La administración del presidente Donald Trump anunció una estrategia global para combatir el extremismo y la violencia de extrema izquierda, proponiendo catalogar sus actividades bajo los mismos marcos operativos, financieros y legales aplicados al terrorismo yihadista.
Durante un encuentro con funcionarios internacionales, miembros clave del gabinete estadounidense expusieron los tres ejes principales de la ofensiva:
- Reclasificación de la amenaza: El secretario de Estado, Marco Rubio, sostuvo que existió un «punto ciego» doctrinal respecto a la violencia política de izquierda. Afirmó que estos grupos operan mediante redes transnacionales cifradas, traslado de militantes entre Europa y América, y logística compartida.
- Fiscalización de redes financieras: El secretario del Tesoro, Scott Bessent, confirmó que investigarán el uso de organizaciones sin fines de lucro y entidades exentas de impuestos sospechosas de financiar estas actividades o servir como conductos de influencia extranjera.

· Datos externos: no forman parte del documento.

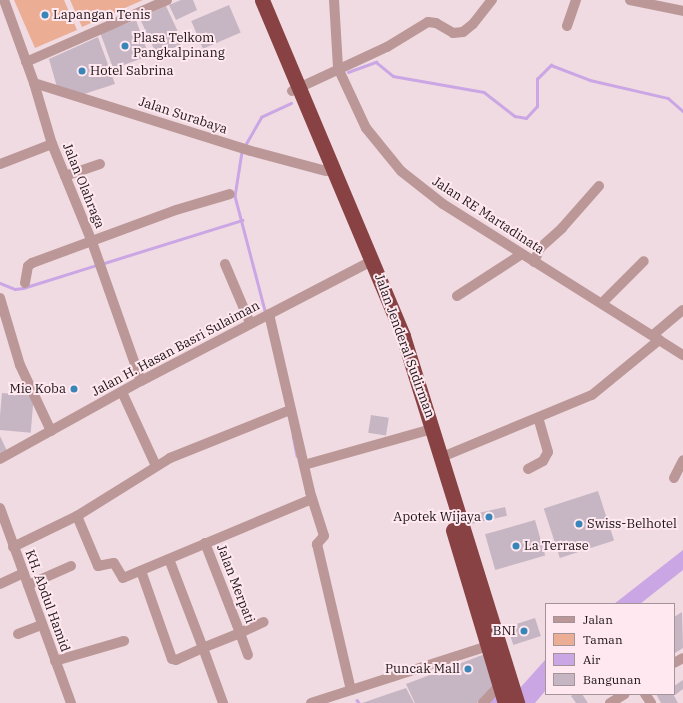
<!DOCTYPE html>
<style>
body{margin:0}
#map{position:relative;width:683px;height:703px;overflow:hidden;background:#f1dbe2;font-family:"IBM Plex Serif",serif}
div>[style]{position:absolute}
.green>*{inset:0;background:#ebae95}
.water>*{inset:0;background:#caa6e5}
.stream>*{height:2.5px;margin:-1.25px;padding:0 1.25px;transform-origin:1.25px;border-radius:1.25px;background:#caa6e5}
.building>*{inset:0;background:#c6b5c2;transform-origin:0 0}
.minor>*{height:10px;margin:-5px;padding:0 5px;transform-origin:5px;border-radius:5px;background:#bb9897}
.highway>*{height:15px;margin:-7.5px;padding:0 7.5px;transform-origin:7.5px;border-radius:7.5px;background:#884243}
.dots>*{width:11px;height:11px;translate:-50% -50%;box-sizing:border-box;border:2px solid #ffe8ef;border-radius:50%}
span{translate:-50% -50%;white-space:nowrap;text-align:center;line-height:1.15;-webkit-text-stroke:4px #ffe8ef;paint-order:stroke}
.poi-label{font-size:13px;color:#1b1416}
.left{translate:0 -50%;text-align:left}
.right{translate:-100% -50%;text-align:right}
.street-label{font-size:13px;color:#1b1416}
.legend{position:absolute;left:545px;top:603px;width:130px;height:92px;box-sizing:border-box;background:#ffe8ef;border:1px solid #a49398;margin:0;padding:5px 7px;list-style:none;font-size:12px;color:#1b1416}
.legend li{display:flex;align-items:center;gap:8px;height:20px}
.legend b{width:20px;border:1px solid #a49398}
</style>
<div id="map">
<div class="green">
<div style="clip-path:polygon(14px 0,64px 0,77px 30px,35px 48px)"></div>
<div style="clip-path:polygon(70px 0,143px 0,82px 27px)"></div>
</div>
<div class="water">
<div style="clip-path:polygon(683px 550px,683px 570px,640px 604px,614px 604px)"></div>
<div style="clip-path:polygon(546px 659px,546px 690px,535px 703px,489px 703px,495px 695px,520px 688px)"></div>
</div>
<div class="stream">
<div style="left:348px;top:72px;width:30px;rotate:-20deg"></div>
<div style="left:376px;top:62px;width:22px;rotate:39deg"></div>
<div style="left:393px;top:76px;width:92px;rotate:10deg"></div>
<div style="left:484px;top:92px;width:39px;rotate:38deg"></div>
<div style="left:515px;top:116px;width:11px;rotate:10deg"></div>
<div style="left:526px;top:118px;width:16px;rotate:-47deg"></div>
<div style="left:537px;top:106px;width:27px;rotate:-90deg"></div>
<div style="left:537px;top:79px;width:20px;rotate:-45deg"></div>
<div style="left:551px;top:65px;width:42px;rotate:21deg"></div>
<div style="left:590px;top:80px;width:80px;rotate:13deg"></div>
<div style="left:668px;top:98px;width:20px;rotate:41deg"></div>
<div style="left:244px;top:147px;width:34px;rotate:-60deg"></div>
<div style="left:261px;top:117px;width:33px;rotate:-25deg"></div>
<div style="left:242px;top:152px;width:45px;rotate:99deg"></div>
<div style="left:235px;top:196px;width:122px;rotate:75.3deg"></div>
<div style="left:101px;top:264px;width:148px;rotate:-17.3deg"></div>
<div style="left:0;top:283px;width:16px;rotate:22deg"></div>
<div style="left:15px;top:289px;width:8px;rotate:-7deg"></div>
<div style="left:23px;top:288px;width:77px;rotate:-17.3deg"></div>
<div style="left:293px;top:435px;width:21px;rotate:79deg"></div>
<div style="left:357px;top:700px;width:4px;rotate:56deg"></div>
</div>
<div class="building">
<div style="clip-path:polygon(181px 0,193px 0,197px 10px,176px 20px,169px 5px)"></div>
<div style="left:229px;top:5px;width:30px;height:41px;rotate:67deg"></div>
<div style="left:166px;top:6px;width:41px;height:29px;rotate:65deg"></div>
<div style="left:136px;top:20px;width:38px;height:38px;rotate:70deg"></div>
<div style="clip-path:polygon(98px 37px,115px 84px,78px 96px,57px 87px,49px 59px)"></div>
<div style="left:2px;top:393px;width:32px;height:37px;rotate:5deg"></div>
<div style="left:371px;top:415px;width:18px;height:18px;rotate:9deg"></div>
<div style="clip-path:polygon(0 436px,7px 451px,0 455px)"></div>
<div style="left:598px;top:491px;width:52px;height:57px;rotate:72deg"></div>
<div style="left:505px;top:507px;width:9px;height:36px;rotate:77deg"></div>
<div style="left:535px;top:520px;width:37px;height:52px;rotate:74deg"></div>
<div style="clip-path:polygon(682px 612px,683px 648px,675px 653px,674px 617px)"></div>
<div style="left:535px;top:618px;width:19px;height:29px;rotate:72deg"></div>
<div style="clip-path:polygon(485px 654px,495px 687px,477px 703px,415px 703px,406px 684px)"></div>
<div style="clip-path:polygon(683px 680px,683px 689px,675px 695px,674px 686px)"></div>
<div style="clip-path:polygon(406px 688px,414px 703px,362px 703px)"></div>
<div style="clip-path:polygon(574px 694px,582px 694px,588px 703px,576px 703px,571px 696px)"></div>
<div style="clip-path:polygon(656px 694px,673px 694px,678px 703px,661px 703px)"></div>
</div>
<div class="minor">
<div style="left:4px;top:0;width:88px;rotate:70.1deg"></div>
<div style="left:34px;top:83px;width:64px;rotate:73.6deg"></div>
<div style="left:52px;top:144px;width:106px;rotate:67.8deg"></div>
<div style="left:92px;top:242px;width:147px;rotate:70.6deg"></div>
<div style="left:334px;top:0;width:68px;rotate:86.6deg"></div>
<div style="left:338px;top:68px;width:66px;rotate:65deg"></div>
<div style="left:366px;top:128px;width:55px;rotate:50.9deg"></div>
<div style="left:401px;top:171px;width:53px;rotate:38.2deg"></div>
<div style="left:443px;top:204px;width:284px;rotate:32.2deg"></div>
<div style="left:630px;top:0;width:54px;rotate:11.7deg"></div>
<div style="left:567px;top:26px;width:28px;rotate:-71deg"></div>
<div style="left:26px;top:62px;width:154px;rotate:-23.7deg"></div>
<div style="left:34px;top:83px;width:227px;rotate:17.4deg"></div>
<div style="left:251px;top:151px;width:78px;rotate:14.9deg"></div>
<div style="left:292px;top:91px;width:105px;rotate:-24.9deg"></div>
<div style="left:387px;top:47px;width:48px;rotate:-31.4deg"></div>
<div style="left:428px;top:22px;width:8px;rotate:7deg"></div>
<div style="left:436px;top:23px;width:20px;rotate:30deg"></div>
<div style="left:453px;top:33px;width:10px;rotate:-6deg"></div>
<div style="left:463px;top:32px;width:13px;rotate:-39deg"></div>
<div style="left:473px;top:24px;width:31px;rotate:-52deg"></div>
<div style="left:0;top:164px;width:56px;rotate:-21deg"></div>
<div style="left:65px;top:176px;width:37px;rotate:-19deg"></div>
<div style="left:534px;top:262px;width:15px;rotate:-67deg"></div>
<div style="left:540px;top:248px;width:30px;rotate:-42deg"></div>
<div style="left:562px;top:228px;width:56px;rotate:-48.6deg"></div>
<div style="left:225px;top:264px;width:64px;rotate:67deg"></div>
<div style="left:25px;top:283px;width:17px;rotate:-80deg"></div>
<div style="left:28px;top:266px;width:5px;rotate:-37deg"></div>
<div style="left:32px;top:263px;width:153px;rotate:-20.2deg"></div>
<div style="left:176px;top:210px;width:56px;rotate:-16.5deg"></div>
<div style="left:457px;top:296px;width:77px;rotate:-32.9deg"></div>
<div style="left:0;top:298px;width:70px;rotate:73.4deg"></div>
<div style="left:20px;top:365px;width:73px;rotate:64.8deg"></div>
<div style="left:602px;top:303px;width:59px;rotate:-45deg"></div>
<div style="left:269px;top:314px;width:183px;rotate:77deg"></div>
<div style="left:310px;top:492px;width:46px;rotate:72.3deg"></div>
<div style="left:324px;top:536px;width:11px;rotate:131deg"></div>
<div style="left:317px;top:544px;width:150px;rotate:76.9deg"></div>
<div style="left:653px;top:335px;width:39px;rotate:-40deg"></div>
<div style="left:122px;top:392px;width:81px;rotate:65.3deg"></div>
<div style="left:442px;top:457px;width:162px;rotate:-22.5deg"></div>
<div style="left:592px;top:395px;width:87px;rotate:-39.4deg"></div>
<div style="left:0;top:459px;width:161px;rotate:-29deg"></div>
<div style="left:141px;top:381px;width:254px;rotate:-27.5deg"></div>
<div style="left:304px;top:465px;width:126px;rotate:-15.7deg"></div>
<div style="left:528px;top:469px;width:17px;rotate:-28deg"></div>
<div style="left:543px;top:461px;width:10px;rotate:-61deg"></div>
<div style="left:548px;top:452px;width:35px;rotate:-106deg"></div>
<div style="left:674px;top:478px;width:20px;rotate:-63deg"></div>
<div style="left:0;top:508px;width:208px;rotate:70deg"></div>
<div style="left:77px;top:516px;width:54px;rotate:67.2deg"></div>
<div style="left:98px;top:566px;width:16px;rotate:-11deg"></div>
<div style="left:114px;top:563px;width:17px;rotate:59deg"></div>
<div style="left:123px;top:578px;width:205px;rotate:-22.7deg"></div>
<div style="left:205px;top:543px;width:97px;rotate:68.7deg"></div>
<div style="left:240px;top:633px;width:40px;rotate:158deg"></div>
<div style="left:203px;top:648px;width:59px;rotate:70deg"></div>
<div style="left:13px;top:547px;width:71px;rotate:-25.8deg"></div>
<div style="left:77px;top:516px;width:110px;rotate:-31.9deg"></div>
<div style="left:170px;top:458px;width:129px;rotate:-21.8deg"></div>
<div style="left:141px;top:571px;width:93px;rotate:70.6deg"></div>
<div style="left:172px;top:659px;width:4px;rotate:14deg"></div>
<div style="left:176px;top:660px;width:30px;rotate:-24deg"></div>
<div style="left:203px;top:648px;width:95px;rotate:-110.9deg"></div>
<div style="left:0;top:584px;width:26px;rotate:-25deg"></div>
<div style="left:28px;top:585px;width:47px;rotate:-23.8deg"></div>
<div style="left:18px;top:634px;width:26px;rotate:-21deg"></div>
<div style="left:248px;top:655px;width:23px;rotate:-110deg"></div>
<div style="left:240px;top:633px;width:26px;rotate:-25deg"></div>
<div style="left:55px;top:661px;width:72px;rotate:-16.2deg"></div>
<div style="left:674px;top:663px;width:10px;rotate:-29deg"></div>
<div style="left:645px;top:694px;width:11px;rotate:56deg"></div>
<div style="left:311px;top:703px;width:185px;rotate:-17.9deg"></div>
<div style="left:483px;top:703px;width:23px;rotate:-47deg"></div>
<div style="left:610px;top:703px;width:17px;rotate:-31deg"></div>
</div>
<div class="highway">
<div style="left:262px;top:0;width:364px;rotate:67.2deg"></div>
<div style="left:403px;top:336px;width:384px;rotate:72.7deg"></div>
<div style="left:453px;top:530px;width:181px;rotate:73.3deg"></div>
</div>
<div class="dots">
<div style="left:45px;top:15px;background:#3886b8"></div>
<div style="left:125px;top:46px;background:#3886b8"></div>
<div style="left:82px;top:71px;background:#3886b8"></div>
<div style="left:74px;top:389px;background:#3886b8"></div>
<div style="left:489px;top:517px;background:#3886b8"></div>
<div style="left:579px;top:524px;background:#3886b8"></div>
<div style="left:516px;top:546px;background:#3886b8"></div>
<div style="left:524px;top:631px;background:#3886b8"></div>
<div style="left:468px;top:669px;background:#3886b8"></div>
</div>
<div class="poi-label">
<span class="left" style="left:53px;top:15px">Lapangan Tenis</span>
<span class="left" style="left:133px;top:46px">Plasa Telkom<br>Pangkalpinang</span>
<span class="left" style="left:90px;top:71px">Hotel Sabrina</span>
<span class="right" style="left:66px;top:389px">Mie Koba</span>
<span class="right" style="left:481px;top:517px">Apotek Wijaya</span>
<span class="left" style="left:587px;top:524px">Swiss-Belhotel</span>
<span class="left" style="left:524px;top:546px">La Terrase</span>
<span class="right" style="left:516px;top:631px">BNI</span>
<span class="right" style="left:460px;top:669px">Puncak Mall</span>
</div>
<div class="street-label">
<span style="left:183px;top:116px;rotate:18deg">Jalan Surabaya</span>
<span style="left:83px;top:186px;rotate:68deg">Jalan Olahraga</span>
<span style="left:488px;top:216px;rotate:33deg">Jalan RE Martadinata</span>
<span style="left:404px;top:346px;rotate:70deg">Jalan Jenderal Sudirman</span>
<span style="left:176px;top:349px;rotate:-28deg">Jalan H. Hasan Basri Sulaiman</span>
<span style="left:235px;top:584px;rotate:69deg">Jalan Merpati</span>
<span style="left:47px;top:601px;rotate:70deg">KH. Abdul Hamid</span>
</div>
<ul class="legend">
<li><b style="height:5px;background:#bb9897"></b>Jalan</li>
<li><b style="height:11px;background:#ebae95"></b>Taman</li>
<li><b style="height:11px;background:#caa6e5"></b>Air</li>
<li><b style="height:11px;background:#c6b5c2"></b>Bangunan</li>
</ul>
</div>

- Postura operativa e ideológica: El asesor de Seguridad Nacional, Stephen Miller, ratificó que el gobierno mantendrá una postura firme frente a los reclamos sobre libertades civiles planteados por estos grupos, considerando su violencia como una amenaza directa a la seguridad nacional.
La medida amplía la determinación adoptada el año pasado contra la red Antifa en Estados Unidos, buscando ahora coordinar con socios internacionales la congelación de activos, la clausura de canales de comunicación cifrados y el desmantelamiento de infraestructura operativa transfronteriza.